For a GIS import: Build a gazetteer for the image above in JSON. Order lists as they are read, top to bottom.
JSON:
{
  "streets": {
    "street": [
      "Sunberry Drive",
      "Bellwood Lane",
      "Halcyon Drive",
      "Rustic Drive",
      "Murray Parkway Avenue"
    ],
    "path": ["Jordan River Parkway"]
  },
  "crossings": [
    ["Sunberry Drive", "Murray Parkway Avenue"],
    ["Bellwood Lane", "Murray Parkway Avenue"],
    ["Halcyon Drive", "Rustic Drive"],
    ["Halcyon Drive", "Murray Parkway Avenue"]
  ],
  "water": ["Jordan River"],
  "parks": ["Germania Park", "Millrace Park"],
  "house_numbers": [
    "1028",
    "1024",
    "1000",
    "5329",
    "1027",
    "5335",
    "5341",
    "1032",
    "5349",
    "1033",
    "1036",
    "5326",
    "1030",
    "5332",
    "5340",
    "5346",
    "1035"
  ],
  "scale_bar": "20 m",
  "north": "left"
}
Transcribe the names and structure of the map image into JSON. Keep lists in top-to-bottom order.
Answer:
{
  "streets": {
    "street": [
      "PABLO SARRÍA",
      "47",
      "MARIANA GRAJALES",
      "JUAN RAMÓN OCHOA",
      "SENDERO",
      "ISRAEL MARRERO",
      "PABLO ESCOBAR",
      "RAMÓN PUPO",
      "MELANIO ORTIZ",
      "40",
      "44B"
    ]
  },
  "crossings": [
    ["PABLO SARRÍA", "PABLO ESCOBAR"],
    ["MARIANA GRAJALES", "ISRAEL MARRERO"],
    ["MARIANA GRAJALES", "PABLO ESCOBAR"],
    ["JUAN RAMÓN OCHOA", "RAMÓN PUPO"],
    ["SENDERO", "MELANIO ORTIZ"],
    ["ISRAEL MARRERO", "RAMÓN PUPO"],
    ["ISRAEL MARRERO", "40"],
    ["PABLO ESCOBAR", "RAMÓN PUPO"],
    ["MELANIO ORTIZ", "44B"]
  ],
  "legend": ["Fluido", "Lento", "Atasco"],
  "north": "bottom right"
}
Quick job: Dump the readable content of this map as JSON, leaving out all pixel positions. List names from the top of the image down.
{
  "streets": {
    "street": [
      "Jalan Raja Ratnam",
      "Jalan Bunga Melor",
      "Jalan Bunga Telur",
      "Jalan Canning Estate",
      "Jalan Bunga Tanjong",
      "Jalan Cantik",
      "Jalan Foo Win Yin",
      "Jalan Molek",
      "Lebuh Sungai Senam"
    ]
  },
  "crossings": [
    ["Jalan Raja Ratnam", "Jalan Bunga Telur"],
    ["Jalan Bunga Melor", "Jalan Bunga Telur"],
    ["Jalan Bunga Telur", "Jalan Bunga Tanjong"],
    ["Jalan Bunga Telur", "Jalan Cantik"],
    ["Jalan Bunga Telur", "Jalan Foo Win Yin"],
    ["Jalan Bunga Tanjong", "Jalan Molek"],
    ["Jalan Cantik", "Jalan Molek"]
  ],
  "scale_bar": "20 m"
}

§ INSTRUCTIONS FOR THE TASK: Lines that contain the string "Bellwood" should be copied from the material above.

§ ANSWER TO THE PROBLEM:
      "Bellwood Lane",
    ["Bellwood Lane", "Murray Parkway Avenue"],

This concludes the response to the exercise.